Volatile energy could become the norm for Bangladesh’s garment makers

Lack of adequate gas pressure combined with soaring fuel costs means many factories are running at low capacity.

Mostafiz Uddin

Mostafiz Uddin

The Daily Star


Recent estimates suggest various global issues which have led to gas shortages have hit garment production levels by up to half. PHOTO: AFP

October 3, 2022

DHAKA – As a garment maker, while the pandemic was tough going, there always seemed to be light at the end of the tunnel. Initially we saw global lockdowns which impacted our major markets in the US and European Union. But then came the vaccines and as they were being rolled out, business slowly started returning to normal and we even had a backlog of orders at one point.

The worry, at present, is that it is hard to see an end in sight as far as the energy crisis is concerned, which continues to hamper productivity in our garment industry. This crisis is causing sleepless nights for all of us with a vested interest in the success of our most important industry.

Recent estimates suggest various global issues which have led to gas shortages have hit garment production levels by up to half.

Lack of adequate gas pressure combined with soaring fuel costs means that many factories are now running at significantly lower capacity. Some factories have closed and others may follow if the situation does not ease soon. Some factories are only running during the evening when gas pressure is consistent.

These issues all have knock-on effects, impacting the ability of factory owners to pay bank loans, salaries, rents, and so on.

As well as energy challenges, factory owners are also suffering from a lack of orders. Orders have been falling since spring and, many claim, ever since the start of the Russia-Ukraine war. The question is, why are we facing such a situation and when will it all end?

I spoke to many friends in Europe and the US to try and find some answers to these questions. Here is what I discovered.

Firstly, let’s go back to early spring and the beginning of the Russia-Ukraine war, which has had such a profound knock-on effect around the globe.

I do not want to get too much into the politics of the war so I will keep things simple. Nato is a defensive alliance of 30 countries from Europe and North America. While not a Nato member, Ukraine is a Nato partner.

Accordingly, Nato has consistently condemned in the strongest terms Russia’s war of aggression against Ukraine and has been providing Ukraine with unprecedented levels of support, helping to uphold its right to self-defence. This has included weapons and arms.

In retaliation to this, Russia – a major exporter of oil, coal and gas – has weaponised these vital energy supplies. Many Nato members have had their oil and gas supplies cut off by Russia, meaning that Europeans have seen their energy prices skyrocket beyond anything they could have imagined. This, in turn, is impacting spending power in a key market of Bangladesh. With huge gas and electric bills to pay, customers are reducing discretionary spending in things such as fast fashion.

Many American and security leaders have been telling Europe for years that they need to diversify their energy supplies and not be so dependent on Russian oil and gas. Sadly, they have not moved quickly enough and left themselves highly exposed to the energy supply squeeze being implemented by Russia.

Because supply is being squeezed, this is placing upward pressure on energy globally. This is because Russia is such an important player in the global energy market. Basic economics say if you restrict supply, prices will rise, and that is what we are continuing to see. It could be a long winter.

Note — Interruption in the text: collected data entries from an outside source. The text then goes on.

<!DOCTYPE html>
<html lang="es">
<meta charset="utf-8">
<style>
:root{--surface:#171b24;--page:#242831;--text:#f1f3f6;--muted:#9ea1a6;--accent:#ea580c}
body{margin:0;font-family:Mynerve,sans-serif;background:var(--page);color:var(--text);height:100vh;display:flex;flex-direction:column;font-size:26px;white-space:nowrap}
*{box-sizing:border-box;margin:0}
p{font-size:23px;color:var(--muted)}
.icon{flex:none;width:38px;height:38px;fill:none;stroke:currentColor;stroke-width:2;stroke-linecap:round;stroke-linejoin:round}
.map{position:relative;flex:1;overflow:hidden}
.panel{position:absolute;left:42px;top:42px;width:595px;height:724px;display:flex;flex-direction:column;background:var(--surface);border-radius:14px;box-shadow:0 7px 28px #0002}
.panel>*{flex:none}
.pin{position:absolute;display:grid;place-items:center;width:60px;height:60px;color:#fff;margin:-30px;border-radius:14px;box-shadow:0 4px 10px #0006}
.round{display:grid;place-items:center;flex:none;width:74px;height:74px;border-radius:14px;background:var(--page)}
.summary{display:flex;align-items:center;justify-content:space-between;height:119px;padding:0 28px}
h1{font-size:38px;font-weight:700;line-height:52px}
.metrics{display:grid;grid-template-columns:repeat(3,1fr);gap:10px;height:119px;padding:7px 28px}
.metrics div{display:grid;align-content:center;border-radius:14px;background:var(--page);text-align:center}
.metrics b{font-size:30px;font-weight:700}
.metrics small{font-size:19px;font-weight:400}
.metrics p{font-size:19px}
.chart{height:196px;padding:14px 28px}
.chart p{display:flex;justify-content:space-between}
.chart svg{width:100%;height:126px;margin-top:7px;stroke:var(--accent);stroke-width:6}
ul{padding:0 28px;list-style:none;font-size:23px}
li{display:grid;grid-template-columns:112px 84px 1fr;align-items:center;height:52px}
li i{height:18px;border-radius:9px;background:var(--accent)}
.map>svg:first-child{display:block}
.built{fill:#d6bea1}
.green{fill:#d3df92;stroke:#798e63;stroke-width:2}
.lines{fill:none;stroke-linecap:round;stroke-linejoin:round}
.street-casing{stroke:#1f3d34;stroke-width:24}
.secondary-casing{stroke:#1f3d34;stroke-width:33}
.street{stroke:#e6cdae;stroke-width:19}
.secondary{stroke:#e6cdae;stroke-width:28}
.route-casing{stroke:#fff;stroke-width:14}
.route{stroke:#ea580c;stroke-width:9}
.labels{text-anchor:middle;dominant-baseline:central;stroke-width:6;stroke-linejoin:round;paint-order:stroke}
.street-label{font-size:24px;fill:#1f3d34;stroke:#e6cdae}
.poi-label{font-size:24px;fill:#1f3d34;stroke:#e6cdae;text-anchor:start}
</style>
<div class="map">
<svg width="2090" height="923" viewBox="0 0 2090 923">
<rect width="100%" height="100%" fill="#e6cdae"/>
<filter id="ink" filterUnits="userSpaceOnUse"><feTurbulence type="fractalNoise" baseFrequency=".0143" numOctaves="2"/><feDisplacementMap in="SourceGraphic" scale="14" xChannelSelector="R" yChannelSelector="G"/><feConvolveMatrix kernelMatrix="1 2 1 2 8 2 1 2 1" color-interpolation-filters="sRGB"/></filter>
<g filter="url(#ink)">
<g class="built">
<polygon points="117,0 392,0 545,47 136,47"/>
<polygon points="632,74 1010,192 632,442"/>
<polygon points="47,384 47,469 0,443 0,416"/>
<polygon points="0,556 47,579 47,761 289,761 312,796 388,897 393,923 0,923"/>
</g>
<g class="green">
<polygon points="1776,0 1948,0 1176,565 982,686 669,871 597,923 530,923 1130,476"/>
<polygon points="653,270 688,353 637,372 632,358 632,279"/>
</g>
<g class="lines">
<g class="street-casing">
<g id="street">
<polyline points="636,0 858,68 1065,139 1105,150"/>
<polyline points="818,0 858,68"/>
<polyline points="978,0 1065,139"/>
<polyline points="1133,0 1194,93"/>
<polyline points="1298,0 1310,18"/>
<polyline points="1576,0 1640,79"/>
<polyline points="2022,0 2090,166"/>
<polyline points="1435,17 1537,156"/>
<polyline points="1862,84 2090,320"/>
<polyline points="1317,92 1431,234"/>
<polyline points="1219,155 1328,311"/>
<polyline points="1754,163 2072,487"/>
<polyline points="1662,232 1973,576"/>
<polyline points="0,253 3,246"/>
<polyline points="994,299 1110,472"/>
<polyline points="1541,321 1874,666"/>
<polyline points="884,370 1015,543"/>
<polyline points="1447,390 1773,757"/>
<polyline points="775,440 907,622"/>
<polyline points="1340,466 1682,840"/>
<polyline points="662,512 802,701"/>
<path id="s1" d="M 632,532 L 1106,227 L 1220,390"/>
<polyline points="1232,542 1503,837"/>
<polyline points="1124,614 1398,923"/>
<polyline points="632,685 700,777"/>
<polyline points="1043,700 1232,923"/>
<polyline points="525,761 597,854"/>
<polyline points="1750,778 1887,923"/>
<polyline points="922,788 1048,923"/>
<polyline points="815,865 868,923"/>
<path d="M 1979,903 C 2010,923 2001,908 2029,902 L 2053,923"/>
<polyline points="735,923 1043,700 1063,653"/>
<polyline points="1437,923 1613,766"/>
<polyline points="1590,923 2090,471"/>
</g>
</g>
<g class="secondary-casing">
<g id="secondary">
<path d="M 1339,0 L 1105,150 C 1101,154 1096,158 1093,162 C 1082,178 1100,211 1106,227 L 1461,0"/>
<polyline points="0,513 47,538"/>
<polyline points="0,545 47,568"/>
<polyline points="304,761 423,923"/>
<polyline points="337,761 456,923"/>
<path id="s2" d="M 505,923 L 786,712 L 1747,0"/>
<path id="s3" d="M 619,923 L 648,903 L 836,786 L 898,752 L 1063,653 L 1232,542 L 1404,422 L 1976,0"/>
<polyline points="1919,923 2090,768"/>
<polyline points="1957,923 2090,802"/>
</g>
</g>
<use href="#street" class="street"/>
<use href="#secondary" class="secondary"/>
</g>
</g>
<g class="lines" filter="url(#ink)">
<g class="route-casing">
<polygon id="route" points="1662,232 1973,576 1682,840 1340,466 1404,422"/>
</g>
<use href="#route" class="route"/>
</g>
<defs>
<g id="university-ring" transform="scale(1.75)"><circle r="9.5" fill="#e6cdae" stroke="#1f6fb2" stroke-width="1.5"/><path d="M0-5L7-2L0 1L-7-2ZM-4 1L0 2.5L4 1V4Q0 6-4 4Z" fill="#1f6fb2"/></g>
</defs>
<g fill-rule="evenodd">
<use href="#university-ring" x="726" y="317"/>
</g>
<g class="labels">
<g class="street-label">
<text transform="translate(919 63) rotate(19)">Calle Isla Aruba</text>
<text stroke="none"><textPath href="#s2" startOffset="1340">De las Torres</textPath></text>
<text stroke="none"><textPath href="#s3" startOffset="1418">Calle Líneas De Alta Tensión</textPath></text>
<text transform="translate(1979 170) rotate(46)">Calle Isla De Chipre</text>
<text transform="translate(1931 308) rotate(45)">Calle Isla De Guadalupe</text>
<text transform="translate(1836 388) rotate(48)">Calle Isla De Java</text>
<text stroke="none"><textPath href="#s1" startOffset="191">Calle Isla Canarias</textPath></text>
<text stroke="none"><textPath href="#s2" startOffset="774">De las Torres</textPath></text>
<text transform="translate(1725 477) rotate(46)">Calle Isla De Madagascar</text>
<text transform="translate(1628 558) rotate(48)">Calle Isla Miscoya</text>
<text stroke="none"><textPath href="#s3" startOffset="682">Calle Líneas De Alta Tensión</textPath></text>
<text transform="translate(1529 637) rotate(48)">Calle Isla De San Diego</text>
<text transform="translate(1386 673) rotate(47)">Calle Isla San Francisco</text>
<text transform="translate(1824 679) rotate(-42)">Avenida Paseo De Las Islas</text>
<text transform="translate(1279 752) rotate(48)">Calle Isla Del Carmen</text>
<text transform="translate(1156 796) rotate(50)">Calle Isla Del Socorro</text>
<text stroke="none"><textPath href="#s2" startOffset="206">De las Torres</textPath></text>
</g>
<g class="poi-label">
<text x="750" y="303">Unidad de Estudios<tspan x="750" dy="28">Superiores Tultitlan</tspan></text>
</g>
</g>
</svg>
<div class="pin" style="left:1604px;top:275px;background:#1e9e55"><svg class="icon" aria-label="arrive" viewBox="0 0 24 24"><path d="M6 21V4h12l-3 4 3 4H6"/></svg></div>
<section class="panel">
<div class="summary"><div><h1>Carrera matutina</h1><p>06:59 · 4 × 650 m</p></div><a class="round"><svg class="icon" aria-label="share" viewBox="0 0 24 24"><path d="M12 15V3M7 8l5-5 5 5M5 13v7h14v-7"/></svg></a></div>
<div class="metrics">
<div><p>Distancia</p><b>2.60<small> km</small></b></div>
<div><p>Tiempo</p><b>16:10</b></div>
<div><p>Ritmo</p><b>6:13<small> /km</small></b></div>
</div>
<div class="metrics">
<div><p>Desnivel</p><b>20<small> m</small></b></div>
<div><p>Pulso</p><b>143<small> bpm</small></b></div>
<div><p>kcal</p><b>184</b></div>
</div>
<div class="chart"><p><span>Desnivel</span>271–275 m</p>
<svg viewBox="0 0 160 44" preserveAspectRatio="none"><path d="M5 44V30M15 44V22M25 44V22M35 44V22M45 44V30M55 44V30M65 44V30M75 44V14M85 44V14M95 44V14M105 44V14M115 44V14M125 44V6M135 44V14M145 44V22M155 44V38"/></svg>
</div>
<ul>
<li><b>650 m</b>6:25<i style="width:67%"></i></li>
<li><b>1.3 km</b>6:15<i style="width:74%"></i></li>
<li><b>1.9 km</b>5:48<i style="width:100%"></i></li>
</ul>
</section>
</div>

There is more. Many countries in the European Union have been attempting to transition away from oil and gas towards renewable energy resources. All of this has helped create the perfect storm whereby Russia has intermittently stopped the flow of natural gas to Europe, using its dominant market position to inflict pain and uncertainty on Europe. The European Union is dependent on Russia for 46 percent of its coal imports and nearly 30 percent of its oil imports according to latest estimates.

Where will this end and what can garment makers expect in the coming months? Business associates tell me the war between Russia and Ukraine is dragging on for longer than expected. There is no sign of a ceasefire and, like so many of these wars, this has become a long, protracted battle.

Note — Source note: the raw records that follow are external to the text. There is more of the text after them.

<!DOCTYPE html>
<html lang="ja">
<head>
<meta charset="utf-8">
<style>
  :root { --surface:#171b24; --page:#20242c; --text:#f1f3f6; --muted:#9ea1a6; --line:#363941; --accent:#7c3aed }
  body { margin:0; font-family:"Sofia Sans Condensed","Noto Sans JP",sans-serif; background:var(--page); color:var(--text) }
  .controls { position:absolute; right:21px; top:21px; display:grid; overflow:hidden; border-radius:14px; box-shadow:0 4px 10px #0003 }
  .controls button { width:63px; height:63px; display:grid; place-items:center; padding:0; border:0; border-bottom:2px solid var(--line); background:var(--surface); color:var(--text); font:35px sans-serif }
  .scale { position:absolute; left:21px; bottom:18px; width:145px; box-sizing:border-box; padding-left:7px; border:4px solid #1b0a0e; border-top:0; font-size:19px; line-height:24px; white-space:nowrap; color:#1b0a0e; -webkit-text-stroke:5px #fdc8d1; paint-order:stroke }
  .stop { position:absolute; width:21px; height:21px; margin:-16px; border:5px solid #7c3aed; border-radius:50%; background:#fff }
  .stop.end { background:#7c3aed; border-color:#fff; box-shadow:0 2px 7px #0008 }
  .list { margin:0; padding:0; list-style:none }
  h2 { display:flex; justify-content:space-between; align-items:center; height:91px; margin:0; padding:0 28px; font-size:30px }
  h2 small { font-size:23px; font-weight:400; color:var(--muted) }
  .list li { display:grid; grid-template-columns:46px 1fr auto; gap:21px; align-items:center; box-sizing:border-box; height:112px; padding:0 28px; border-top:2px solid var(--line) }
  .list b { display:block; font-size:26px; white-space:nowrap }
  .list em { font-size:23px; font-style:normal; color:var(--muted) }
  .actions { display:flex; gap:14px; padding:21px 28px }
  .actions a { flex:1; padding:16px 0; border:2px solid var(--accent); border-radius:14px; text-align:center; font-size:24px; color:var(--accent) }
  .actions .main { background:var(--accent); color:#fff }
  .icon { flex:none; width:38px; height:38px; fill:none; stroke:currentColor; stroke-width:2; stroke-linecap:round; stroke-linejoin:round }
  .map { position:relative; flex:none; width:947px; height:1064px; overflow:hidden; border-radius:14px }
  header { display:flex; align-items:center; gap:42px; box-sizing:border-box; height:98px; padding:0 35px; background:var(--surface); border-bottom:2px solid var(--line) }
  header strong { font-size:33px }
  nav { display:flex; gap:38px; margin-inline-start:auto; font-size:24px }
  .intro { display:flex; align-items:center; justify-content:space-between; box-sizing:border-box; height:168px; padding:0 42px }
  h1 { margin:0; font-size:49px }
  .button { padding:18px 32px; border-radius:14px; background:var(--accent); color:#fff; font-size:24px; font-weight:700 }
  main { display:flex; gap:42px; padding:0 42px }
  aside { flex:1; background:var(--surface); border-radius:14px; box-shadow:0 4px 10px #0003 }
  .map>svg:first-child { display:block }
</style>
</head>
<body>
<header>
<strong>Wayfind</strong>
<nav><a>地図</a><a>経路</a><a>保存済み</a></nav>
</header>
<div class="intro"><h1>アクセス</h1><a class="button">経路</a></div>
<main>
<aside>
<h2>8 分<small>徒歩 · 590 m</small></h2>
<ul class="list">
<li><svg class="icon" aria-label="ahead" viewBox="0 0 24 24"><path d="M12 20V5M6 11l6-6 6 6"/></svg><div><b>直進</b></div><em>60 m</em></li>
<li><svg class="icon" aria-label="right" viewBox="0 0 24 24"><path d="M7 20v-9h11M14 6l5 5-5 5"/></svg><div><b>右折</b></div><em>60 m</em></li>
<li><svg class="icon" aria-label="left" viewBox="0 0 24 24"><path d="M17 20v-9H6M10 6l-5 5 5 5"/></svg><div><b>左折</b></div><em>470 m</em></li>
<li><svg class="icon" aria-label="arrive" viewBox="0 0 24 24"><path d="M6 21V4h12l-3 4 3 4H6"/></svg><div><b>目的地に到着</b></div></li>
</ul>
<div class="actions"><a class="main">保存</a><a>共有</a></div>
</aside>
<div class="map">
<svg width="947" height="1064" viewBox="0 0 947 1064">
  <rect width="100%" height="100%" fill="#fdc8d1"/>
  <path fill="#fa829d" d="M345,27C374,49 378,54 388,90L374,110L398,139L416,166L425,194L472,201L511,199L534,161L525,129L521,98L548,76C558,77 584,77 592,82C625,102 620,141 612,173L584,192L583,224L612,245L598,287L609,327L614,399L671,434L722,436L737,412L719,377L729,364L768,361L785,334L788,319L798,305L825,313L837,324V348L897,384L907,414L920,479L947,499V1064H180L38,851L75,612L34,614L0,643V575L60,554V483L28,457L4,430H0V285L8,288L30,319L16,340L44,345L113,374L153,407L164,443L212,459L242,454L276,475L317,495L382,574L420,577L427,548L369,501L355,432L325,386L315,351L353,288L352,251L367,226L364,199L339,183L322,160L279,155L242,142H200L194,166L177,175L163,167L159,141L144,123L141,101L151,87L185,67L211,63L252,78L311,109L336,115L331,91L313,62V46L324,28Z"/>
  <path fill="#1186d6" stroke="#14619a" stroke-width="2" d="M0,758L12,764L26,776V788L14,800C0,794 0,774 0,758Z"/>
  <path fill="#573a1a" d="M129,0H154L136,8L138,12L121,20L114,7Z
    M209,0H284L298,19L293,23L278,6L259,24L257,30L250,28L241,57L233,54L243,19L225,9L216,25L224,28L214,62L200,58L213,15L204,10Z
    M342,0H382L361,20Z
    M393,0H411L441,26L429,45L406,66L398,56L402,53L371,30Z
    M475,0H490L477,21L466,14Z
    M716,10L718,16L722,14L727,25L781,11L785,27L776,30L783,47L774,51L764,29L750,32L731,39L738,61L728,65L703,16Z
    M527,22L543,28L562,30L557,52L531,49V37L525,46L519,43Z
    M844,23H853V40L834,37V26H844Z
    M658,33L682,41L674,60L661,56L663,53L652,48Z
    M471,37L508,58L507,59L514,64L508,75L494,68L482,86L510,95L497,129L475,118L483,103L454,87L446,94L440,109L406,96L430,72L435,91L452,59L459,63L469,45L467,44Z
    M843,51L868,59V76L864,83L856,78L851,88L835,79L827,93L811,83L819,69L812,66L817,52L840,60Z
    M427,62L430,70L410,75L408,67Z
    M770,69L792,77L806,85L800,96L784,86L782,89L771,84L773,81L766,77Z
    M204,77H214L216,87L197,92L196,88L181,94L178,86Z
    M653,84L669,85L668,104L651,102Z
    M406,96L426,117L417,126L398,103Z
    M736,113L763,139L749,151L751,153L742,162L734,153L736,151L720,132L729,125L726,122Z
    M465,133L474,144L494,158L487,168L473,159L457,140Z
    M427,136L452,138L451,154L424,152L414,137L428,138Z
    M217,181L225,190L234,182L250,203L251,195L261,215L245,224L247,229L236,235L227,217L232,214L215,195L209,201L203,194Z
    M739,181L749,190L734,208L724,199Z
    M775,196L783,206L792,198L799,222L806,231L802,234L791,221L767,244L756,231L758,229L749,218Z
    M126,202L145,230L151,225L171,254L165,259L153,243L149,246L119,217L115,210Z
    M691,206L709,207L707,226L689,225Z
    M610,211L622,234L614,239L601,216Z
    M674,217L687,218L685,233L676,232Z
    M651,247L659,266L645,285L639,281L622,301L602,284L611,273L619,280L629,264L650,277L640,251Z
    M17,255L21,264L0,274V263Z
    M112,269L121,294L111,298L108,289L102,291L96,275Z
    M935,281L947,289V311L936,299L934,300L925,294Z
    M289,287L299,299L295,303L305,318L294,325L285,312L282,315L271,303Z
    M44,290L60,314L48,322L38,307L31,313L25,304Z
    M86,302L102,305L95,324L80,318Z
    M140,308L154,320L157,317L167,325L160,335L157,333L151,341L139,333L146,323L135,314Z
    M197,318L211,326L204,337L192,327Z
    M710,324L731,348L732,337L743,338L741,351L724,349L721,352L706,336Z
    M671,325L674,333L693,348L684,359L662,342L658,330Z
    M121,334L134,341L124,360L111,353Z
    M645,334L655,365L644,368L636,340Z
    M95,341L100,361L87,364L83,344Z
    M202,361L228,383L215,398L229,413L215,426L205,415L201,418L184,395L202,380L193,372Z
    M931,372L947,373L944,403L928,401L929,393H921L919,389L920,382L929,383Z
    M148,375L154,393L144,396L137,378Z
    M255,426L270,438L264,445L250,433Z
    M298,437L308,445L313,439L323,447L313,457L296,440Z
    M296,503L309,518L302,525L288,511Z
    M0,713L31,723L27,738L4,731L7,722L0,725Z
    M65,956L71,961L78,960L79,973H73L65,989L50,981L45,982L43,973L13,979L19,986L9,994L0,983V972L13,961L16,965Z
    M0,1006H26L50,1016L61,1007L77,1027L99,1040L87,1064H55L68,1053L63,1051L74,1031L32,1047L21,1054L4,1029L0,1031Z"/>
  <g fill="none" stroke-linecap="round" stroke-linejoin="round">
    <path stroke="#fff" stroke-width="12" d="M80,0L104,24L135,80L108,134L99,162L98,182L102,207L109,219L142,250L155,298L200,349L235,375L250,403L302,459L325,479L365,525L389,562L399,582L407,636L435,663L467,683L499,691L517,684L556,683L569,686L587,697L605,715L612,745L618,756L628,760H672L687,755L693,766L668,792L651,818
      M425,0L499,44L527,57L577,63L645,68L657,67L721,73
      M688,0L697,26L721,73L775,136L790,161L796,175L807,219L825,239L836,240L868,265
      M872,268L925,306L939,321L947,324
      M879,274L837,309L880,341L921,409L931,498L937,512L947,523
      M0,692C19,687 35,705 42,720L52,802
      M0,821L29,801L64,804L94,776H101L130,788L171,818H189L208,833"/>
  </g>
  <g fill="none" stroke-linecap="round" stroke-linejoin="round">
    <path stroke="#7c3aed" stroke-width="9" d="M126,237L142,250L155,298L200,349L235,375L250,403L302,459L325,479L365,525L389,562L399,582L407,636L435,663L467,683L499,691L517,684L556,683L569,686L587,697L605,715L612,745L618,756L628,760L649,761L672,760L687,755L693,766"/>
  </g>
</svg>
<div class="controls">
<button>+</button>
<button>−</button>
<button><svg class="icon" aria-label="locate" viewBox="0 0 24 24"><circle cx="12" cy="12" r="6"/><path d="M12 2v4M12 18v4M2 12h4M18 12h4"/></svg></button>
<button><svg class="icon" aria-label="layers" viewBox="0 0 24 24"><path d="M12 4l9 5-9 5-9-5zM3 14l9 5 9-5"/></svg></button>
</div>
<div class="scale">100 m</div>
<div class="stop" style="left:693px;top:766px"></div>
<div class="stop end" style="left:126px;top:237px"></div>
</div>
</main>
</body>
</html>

The implications of all these are profound. As long as this war is raging, and as long as Nato is not willing to cede to Russia’s demands (Russia wants an agreement that Ukraine will not join Nato), then energy markets globally will continue to be impacted. The effects of this will be felt even more severely as winter kicks in.

Like it or not, Bangladesh now operates in a globalised world. It is hard to see the energy challenges being experienced by our garment makers easing any time soon.

As garment makers, we need to prepare ourselves for the idea that these challenges will be here for many more months to come. The pandemic was tough but this is a different animal altogether.

Mostafiz Uddin is the Managing Director of Denim Expert Limited. He is also the Founder and CEO of Bangladesh Denim Expo and Bangladesh Apparel Exchange (BAE).